We’re two weeks and eight videos into PerpiTube. The distractions have been largely technical—email problems, DVD drives, compression rates—and easily fixed. The depth has been humbling and surprising: demonstrated in the generous and thoughtful participation of our invited presenters and many gallery guests. Of course there has been distraction exhibited in the form and content of the work presented: the competing and multiple screens and voices, so definitive of online experience, manifested in the offerings of Bookchin, Gregory, Klonarides, Khlar, Ford and Ennis. (Then, the quiet or focus of Cheang and Keeley spoke volumes in counter-distinction.) And this does not begin to account for the many distractions foregrounded when placing any of this work on YouTube, a site impossible to organize and control, particularly in distinction to the cool and quiet contours of the gallery where each piece first manifests for this show. James and I have spent a lot of time figuring and reconfiguring the organization of the site to just allow the work and structure of the show to be legible in YouTube’s hall of distractions.

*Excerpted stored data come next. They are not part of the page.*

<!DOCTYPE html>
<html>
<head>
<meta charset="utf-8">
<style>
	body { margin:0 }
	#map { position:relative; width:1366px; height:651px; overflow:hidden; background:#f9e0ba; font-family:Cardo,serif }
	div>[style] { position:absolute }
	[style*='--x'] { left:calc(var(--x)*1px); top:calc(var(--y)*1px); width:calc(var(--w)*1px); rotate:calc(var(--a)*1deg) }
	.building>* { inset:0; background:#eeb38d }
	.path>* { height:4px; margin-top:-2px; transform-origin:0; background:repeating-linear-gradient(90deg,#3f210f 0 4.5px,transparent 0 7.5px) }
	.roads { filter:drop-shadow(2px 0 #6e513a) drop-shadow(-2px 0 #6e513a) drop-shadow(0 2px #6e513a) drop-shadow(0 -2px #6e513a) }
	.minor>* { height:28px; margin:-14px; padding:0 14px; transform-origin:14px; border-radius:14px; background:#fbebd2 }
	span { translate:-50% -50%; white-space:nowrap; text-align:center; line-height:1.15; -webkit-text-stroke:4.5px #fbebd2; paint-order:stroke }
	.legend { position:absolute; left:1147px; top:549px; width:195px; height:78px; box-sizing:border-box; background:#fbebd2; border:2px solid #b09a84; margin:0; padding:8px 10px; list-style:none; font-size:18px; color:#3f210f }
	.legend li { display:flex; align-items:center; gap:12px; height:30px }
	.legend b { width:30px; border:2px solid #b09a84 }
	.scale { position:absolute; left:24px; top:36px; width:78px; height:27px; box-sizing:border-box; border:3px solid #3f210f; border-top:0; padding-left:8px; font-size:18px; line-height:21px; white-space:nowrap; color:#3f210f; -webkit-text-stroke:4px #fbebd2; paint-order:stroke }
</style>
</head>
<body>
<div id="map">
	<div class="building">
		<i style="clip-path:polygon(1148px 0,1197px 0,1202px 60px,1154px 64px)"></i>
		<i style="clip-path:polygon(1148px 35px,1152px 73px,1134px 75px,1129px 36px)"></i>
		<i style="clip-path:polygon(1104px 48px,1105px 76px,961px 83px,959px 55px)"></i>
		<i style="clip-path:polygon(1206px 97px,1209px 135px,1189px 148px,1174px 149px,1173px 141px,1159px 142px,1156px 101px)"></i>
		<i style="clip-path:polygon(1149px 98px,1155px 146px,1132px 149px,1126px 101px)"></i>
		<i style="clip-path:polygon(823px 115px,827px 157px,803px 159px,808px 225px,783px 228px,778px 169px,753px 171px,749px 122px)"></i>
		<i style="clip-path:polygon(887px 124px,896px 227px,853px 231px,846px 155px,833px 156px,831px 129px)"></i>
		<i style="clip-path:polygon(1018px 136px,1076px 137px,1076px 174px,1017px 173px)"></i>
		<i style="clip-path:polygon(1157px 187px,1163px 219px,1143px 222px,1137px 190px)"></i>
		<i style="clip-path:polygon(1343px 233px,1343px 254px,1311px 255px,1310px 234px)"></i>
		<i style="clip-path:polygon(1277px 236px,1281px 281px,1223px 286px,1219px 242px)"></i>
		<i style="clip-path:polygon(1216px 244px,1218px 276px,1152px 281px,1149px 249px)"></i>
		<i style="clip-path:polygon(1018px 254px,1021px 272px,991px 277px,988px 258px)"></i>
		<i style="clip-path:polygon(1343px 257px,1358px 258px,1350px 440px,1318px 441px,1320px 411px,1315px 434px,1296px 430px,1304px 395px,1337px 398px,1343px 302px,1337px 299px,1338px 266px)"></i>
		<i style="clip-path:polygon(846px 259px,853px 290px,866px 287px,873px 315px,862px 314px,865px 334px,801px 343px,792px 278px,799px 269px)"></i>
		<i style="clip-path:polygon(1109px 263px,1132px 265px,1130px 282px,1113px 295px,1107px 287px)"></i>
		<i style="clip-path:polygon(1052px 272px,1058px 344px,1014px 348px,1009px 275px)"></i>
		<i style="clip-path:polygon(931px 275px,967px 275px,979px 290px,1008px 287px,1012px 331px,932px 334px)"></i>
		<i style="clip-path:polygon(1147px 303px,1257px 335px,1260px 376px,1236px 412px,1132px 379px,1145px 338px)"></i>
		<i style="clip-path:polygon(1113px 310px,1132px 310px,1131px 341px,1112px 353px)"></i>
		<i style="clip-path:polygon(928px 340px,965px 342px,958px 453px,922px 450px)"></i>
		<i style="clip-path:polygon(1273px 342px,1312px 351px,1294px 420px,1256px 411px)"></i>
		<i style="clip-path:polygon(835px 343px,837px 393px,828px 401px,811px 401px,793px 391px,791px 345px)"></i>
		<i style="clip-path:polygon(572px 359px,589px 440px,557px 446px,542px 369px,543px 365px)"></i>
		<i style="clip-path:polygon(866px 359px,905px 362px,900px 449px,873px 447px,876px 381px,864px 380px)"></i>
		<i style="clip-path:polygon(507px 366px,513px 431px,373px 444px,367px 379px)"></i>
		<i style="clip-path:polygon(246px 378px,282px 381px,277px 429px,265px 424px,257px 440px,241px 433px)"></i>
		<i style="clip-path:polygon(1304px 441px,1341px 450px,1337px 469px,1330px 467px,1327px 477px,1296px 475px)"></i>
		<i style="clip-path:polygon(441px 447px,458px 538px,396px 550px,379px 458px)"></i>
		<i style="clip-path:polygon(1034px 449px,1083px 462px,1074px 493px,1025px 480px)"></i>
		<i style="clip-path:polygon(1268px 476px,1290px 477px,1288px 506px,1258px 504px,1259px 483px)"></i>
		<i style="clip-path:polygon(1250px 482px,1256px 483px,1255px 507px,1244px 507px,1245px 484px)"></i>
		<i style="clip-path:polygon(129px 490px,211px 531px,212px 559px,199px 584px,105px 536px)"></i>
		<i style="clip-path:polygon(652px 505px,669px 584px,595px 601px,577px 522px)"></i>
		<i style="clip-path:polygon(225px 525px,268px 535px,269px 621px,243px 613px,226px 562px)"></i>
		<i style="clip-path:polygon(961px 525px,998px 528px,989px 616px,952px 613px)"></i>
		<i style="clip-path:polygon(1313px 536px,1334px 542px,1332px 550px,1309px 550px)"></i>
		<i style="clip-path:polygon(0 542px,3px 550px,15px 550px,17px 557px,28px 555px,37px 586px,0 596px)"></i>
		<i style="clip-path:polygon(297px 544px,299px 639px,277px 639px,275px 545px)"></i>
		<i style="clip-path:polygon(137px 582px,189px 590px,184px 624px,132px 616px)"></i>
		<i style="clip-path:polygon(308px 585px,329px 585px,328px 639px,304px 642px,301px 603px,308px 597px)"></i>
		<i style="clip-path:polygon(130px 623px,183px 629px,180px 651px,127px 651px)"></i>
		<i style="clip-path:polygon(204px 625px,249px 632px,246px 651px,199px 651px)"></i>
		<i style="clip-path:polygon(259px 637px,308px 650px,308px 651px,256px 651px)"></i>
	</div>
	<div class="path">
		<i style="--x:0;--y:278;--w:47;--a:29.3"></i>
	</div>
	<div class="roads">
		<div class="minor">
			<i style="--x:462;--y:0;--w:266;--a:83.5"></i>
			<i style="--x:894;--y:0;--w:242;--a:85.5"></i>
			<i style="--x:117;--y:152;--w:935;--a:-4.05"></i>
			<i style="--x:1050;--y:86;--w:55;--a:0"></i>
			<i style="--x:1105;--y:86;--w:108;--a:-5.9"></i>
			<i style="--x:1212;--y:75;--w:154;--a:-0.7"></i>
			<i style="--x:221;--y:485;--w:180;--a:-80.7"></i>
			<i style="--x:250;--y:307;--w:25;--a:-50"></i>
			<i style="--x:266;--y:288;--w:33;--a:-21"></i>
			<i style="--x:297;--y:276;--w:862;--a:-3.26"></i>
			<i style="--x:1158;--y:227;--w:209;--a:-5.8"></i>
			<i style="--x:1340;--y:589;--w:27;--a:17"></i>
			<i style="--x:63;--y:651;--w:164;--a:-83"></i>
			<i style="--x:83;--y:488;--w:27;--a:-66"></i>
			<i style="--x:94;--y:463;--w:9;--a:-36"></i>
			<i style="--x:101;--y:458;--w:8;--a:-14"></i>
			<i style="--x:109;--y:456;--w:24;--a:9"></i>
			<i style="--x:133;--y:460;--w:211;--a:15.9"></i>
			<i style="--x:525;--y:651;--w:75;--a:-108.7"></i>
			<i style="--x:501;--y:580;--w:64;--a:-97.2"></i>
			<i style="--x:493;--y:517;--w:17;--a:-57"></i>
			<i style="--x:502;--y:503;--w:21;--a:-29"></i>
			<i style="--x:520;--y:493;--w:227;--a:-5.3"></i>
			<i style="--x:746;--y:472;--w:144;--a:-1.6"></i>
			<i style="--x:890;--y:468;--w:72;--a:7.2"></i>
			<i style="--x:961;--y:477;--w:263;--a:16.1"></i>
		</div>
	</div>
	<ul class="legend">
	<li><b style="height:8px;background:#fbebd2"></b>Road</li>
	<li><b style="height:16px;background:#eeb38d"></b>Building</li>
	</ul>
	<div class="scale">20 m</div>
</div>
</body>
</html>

Thus, the purposeful curating of the show insured real legibility in relation to the first section’s theme of Distraction/Depth. However, our show is built upon commissioned work that we often don’t see until the day it goes live. So, in this respect, even the tame gallery presents distractions (in the sense of interruptions to ready-made lines of inquiry), and the most prominent of these, for me, from the first two weeks, were the questions of High Art and Low, raised by many of the works in themselves and then compounded because of their structured placement first in an art gallery and then, many hours later, on YouTube. Now, a good majority of artists that Pato Hebert and I placed in the first section are “real artists,” with gallery, museum, or high cultural institution-based practices, blue-chip resumes, and impressive arts training (and this is not as definitive in sections to follow, were activists and academics start to play a larger role). What this proved to engender was that the forms and even the concerns of many of their works seemed alien to the vernaculars of YouTube: pressing in a hi-way against the low-road. For me, this was exciting, reminding us that anything, including “real art” can be live in this humble (or corporate) home. And yet, this press also raised critical questions about participation online, in the sense that while anything and everything CAN be on YouTube, the question this raises is: should it be and who will watch it and how? The discussions of the complex “high” art that occurred afterwards in the gallery discussions seemed to exhibit, by design, that places and modes of reception are equally important to what is being received. Which is to say that galleries are perhaps better homes for art than social networking sites because they expect attention, thoughtful consideration, interaction, and commitment. Any online responses?